Control issues

I have control issues.

When I feel in control of things, it makes me feel like I can help drive the results I want. And even if I fail, being in control means I can learn and improve next time.

It’s different when I feel out of control. Being out of control makes me feel like I don’t know what results I can expect. If I succeed, it feels lucky. If I fail, it feels unlucky. (I hate gambling.)

This week in Ultraspeaking Fundamentals, we were playing with the idea of letting go of control.

Usually when I speak in public, I don’t follow a strict script, but I do have a plan. I have an outline of were I intend to start, I know the list of key points I want to cover, and I can see how I intend to tie everything together at the end.

It’s all quite controlled.

One of the guest workshops this week was on Alexander Technique with Michael Ashcroft.

One of the topics covered by this workshop was the distinction between attention (ie. a focus on a single thing) and awareness (ie. one’s capacity to notice noticeable things).

Previously, when I would speak in public, I would be focused on my plan.

Unfortunately, there are side effects to maintaining an intense focus on something. When you hold your attention strongly on something, it tends to generate muscle tension in the body and it can impact your breathing.

Speaking is a creative activity and can require a lot of brain activity. Perhaps this is how the discomfort resulting from the muscle tension and the decreased oxygen delivered to the brain due to the changes in breathing may impact one’s speaking; perhaps being in this state is more likely to lead us towards rambling, going on tangents, ranting, second guessing ourselves, etc.

So one of the things I was playing with this week in Ultraspeaking was letting go of my plan.

To do this, every so often I would let my attention go. I’d try to bring myself back to my field of awareness. I waited there until I had let go of the attachment to my plan, and instead had some spark of inspiration to speak.

It was a very different approach to speaking, but I got some good feedback on the results from my classmates. And I’m guessing it’s one of those things that will get even better with consistent practice.

Related to this, I stumbled upon this quote while reading Julia Cameron’s The Artist’s Way this week:

Art is not about thinking something up. It is about the opposite—getting something down.

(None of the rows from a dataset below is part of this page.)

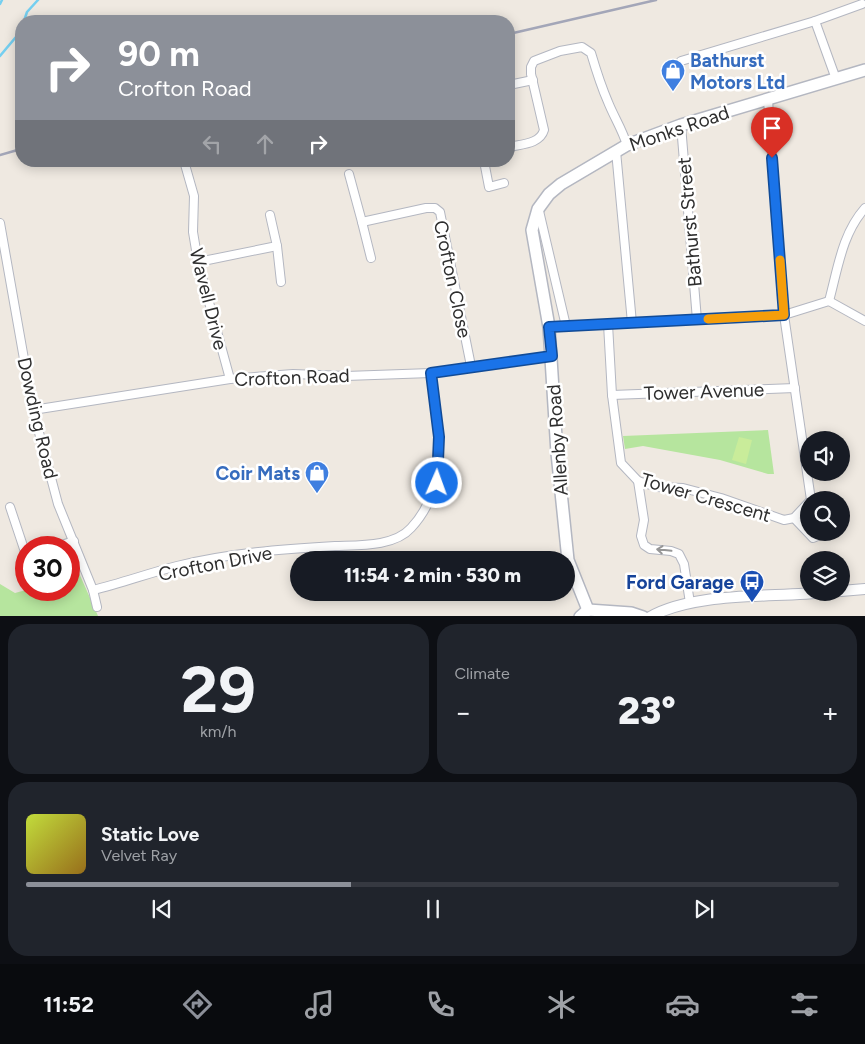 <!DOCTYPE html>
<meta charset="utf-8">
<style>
body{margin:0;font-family:Figtree,sans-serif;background:#20242c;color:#f1f3f6;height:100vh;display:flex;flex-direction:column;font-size:19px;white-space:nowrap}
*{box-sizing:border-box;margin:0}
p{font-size:16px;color:#9ea1a6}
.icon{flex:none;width:28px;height:28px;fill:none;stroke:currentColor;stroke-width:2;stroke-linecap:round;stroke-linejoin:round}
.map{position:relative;height:616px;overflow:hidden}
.details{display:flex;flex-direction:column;gap:8px;padding:8px;background:#0d0f14;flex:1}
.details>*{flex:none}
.banner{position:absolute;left:15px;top:15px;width:500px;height:152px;border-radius:20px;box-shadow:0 2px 12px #0003;background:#8c9099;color:#fff;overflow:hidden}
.fabs{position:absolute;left:800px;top:431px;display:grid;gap:10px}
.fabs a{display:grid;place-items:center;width:50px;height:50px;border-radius:50%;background:#171b24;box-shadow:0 2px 12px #0003;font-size:25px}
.speed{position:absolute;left:15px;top:536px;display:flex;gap:10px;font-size:25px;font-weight:700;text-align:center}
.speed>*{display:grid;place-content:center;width:65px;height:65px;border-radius:50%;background:#171b24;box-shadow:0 2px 12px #0003;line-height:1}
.speed .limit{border:8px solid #d22;background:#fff;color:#111}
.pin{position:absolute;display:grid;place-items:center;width:42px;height:42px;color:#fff;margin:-51px -21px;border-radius:50% 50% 50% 0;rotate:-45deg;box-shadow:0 0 5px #0007}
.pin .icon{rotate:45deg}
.me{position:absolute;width:55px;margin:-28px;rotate:2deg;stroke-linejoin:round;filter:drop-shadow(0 0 4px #0008)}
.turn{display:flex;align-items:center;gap:18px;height:105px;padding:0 20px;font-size:22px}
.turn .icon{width:65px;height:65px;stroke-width:2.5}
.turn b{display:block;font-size:35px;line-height:42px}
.lanes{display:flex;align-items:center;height:48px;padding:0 20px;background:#0003;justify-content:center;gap:25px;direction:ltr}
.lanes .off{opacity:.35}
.big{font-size:38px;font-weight:800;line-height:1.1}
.details .card{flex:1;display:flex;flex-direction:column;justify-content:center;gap:8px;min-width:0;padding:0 18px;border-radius:20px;background:#20242c}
.details .dial{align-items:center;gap:0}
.dial b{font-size:65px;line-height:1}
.song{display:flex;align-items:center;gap:15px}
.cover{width:60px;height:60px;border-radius:8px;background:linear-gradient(135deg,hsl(70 70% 55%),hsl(40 70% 35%))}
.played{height:5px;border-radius:2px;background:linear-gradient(90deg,#8c9099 40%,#363941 40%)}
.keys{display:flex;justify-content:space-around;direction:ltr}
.heat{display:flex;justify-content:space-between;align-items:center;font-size:28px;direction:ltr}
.details .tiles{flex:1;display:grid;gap:8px;grid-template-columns:1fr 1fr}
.card:last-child{grid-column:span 2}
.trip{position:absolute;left:290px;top:551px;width:285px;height:50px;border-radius:25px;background:#171b24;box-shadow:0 2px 12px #0003;font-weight:800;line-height:50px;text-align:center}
.tabs{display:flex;height:80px;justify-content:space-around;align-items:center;background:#090b0e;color:#9ea1a6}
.tabs .icon{width:35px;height:35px}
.tabs .on{color:#8c9099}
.tabs b{font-size:22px;color:#f1f3f6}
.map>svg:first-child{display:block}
.green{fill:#b6e59e}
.pitch{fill:#c9ec9a}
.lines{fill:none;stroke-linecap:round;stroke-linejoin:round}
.stream{stroke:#75cff0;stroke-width:2.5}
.minor-casing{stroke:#b4b7c1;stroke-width:10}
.tertiary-casing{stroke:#b4b7c1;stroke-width:12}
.secondary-casing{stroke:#b4b7c1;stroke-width:14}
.minor{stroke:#fff;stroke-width:8}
.tertiary{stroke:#fff;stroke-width:10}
.secondary{stroke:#fff;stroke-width:11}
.rail{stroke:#a3a6b8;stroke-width:2.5}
.oneway{stroke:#969696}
.route-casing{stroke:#114b97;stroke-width:12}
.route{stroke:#1a73e8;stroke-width:9}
.slow{stroke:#f59e0b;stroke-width:9}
.labels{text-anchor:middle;stroke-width:5;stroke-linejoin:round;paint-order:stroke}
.shop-label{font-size:19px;font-weight:bold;fill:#366cbe;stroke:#fff;text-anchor:start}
.street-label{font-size:19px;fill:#2e2e2e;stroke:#fff}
.transit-label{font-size:19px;font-weight:bold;fill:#164399;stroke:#fff;text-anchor:end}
</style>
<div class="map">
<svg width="865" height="617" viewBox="0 0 865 617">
<rect width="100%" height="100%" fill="#efe9e1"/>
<!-- green -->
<g class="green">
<polygon points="768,430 774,474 768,474 720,460 643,446 625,449 623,436"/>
<polygon points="79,573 98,616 0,616 0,584 15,593 26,590 69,590 69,576"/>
</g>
<!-- pitch -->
<polygon class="pitch" points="739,437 752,440 746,464 732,460"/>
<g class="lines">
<!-- stream -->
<g class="stream">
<polyline points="0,4 2,0"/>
<polyline points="24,21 27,12 38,0"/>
<polyline points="0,56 21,31"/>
</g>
<defs>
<g id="minor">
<polyline points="815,21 836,79"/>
<polyline points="681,61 815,21 862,4"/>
<polyline points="509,85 533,80"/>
<polyline points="768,100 784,315 811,500"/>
<polyline points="681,125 697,320"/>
<path d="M509 147C522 144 540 144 544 130L531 74V67L534 61 560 51 582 47 591 53C596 70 601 86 608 102 614 117 622 129 627 145"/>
<polyline points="616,151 632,323"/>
<polyline points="184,161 194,196 193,232 198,262 230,379"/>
<polyline points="484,161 489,187 504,183"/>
<polyline points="349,174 362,222 426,208 435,208 440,212 471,366"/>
<polyline points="539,211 566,326"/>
<polyline points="362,222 371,258"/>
<polyline points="0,223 33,410 58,504 93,590 97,607"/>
<polyline points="277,246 281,282"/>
<polyline points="198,262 277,246 270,215"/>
<path d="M829 301C838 268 842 234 865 208"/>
<polyline points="608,324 612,395 621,463 638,481 657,487 683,488 721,498 784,520 794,518 809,502"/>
<polyline points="549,327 784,315 829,301 865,321"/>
<polyline points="612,395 795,388"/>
<polyline points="33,410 230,379 293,374 346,376 431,373 552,356"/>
<polyline points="638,481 644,520 641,536 644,545 650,549 671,551 679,554 684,564 690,603"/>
<polyline points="10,507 26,555"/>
<polyline points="794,518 813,538 827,532"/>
<polyline points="52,548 74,541"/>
<path d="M93 590C122 583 149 573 177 566 229 553 283 549 335 546 358 545 394 547 411 528 452 484 437 427 431 373"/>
</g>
<g id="tertiary">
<polyline points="841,591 865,589"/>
<path d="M650 617C696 591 774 598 826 592"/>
</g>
<g id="secondary">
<polyline points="588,610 568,560 557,453 549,327 532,230 538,209 549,194 561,184 627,145 681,125 865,70"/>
<polyline points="580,617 588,610 631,613 643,617"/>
</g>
</defs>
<!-- minor casing -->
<use href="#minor" class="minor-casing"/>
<!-- tertiary casing -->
<use href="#tertiary" class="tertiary-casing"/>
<!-- secondary casing -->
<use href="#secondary" class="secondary-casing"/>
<!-- minor -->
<use href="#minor" class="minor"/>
<!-- tertiary -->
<use href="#tertiary" class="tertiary"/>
<!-- secondary -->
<use href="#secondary" class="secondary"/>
<!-- rail -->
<g class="rail">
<polyline points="509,34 656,0"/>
<polyline points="0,155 21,149"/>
</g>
</g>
<!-- one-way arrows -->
<defs><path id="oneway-shaft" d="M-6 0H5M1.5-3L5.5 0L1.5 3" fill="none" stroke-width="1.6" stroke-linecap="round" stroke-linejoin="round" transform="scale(1.25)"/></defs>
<use class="oneway" href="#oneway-shaft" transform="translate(664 550) rotate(-174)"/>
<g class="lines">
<defs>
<polyline id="route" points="437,483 439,437 431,373 552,356 549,327 784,315 772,158"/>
</defs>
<!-- route casing -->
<use href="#route" class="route-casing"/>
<!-- route -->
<use href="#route" class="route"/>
<!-- slow -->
<polyline class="slow" points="708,319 784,315 780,260"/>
</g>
<!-- icons -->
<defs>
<symbol id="shop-pin" viewBox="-11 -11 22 30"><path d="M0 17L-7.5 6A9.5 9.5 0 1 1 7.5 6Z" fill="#3f7fe0" stroke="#fff"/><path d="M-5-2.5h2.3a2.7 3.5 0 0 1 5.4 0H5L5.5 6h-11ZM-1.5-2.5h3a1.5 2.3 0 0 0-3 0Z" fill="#fff"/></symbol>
<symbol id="bus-pin" viewBox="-11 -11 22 30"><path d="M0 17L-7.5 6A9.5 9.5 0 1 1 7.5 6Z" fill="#1a4fb4" stroke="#fff"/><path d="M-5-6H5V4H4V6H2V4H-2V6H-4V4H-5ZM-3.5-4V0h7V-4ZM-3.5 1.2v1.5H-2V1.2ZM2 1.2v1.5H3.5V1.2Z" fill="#fff"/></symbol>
</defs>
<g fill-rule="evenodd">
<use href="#shop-pin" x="659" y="57" width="28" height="38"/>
<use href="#shop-pin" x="303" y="459" width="28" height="38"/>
<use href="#bus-pin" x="738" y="568" width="28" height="38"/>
</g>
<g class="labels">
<!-- shop labels -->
<g class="shop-label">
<text x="690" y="67">Bathurst<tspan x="690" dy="22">Motors Ltd</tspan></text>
<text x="300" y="480" text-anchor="end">Coir Mats</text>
</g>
<!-- street labels -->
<g class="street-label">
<text transform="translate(679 128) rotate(-19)" y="7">Monks Road</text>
<text transform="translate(689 222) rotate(-95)" y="7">Bathurst Street</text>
<text transform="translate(453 279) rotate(78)" y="7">Crofton Close</text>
<text transform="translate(209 299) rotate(76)" y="7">Wavell Drive</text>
<text transform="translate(292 377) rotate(-2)" y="7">Crofton Road</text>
<text transform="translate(704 391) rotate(-2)" y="7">Tower Avenue</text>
<text transform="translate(38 418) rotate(77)" y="7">Dowding Road</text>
<text transform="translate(557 440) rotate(-94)" y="7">Allenby Road</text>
<text transform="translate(706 497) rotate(16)" y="7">Tower Crescent</text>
<text transform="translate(215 563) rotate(-11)" y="7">Crofton Drive</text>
</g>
<!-- transit labels -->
<g class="transit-label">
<text x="734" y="589">Ford Garage</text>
</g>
</g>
</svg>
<div class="fabs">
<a><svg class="icon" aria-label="sound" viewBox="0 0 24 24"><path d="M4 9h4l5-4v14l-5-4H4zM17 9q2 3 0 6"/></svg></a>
<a><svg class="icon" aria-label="search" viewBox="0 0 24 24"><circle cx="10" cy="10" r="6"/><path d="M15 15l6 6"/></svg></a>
<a><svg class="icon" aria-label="layers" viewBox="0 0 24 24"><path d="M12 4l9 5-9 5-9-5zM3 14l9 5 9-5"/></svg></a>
</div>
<div class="speed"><div class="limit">30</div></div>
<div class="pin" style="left:772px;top:158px;background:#d93025"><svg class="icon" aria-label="arrive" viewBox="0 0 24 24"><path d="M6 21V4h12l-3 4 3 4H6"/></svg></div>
<svg class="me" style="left:437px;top:483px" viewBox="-20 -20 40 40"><circle r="17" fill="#1a73e8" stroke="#fff" stroke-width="3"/><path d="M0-11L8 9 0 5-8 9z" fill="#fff"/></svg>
<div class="trip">11:54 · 2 min · 530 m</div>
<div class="banner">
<div class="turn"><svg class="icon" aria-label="right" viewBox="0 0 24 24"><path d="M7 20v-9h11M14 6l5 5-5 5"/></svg><div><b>90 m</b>Crofton Road</div></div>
<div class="lanes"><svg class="icon off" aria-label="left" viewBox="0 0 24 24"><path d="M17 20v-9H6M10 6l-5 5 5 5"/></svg><svg class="icon off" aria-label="ahead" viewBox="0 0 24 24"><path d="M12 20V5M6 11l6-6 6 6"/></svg><svg class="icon" aria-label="right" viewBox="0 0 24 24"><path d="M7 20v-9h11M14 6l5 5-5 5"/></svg></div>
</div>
</div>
<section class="details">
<div class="tiles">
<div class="card dial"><b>29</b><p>km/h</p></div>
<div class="card"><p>Climate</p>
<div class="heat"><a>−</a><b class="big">23°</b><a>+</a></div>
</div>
<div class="card">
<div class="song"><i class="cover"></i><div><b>Static Love</b><p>Velvet Ray</p></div></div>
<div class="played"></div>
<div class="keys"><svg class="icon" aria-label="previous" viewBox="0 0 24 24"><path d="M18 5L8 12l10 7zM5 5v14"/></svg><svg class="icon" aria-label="pause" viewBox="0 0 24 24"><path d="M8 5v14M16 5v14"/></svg><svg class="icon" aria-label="next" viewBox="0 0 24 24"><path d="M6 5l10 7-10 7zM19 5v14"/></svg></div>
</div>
</div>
</section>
<nav class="tabs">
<b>11:52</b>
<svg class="icon on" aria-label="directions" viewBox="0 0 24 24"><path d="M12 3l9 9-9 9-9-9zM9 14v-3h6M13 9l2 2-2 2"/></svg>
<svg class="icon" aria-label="music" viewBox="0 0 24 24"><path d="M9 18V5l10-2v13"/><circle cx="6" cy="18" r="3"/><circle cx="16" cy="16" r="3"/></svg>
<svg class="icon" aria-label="phone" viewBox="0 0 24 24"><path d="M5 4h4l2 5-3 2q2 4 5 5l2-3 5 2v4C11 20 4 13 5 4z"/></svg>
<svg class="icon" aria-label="climate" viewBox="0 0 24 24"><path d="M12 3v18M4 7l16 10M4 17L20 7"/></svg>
<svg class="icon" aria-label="car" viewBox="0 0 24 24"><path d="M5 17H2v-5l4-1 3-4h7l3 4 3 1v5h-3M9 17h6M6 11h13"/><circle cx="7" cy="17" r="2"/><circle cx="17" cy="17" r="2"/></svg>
<svg class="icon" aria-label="filters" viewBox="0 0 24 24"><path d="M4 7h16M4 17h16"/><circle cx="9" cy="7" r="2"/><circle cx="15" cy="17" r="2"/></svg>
</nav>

The directions are important here.

If we are trying to think something up, we are straining to reach for something that’s just beyond our grasp, “up there, in the stratosphere, where art lives on high. …”

When we get something down, there is no strain. We’re not doing; we’re getting. Someone or something else is doing the doing. Instead of reaching for inventions, we are engaged in listening.

Our brains give us access to both conscious wisdom and unconscious wisdom.

We understand our conscious wisdom, and that gives us a feeling of control.

Our unconscious wisdom offers no explanation. It feels mysterious and out of control.

But our subconscious mind is continuously processing way more information than our conscious mind can handle.

We have the potential to surprise ourselves when we let go of our need to control things and tap into our unconscious wisdom.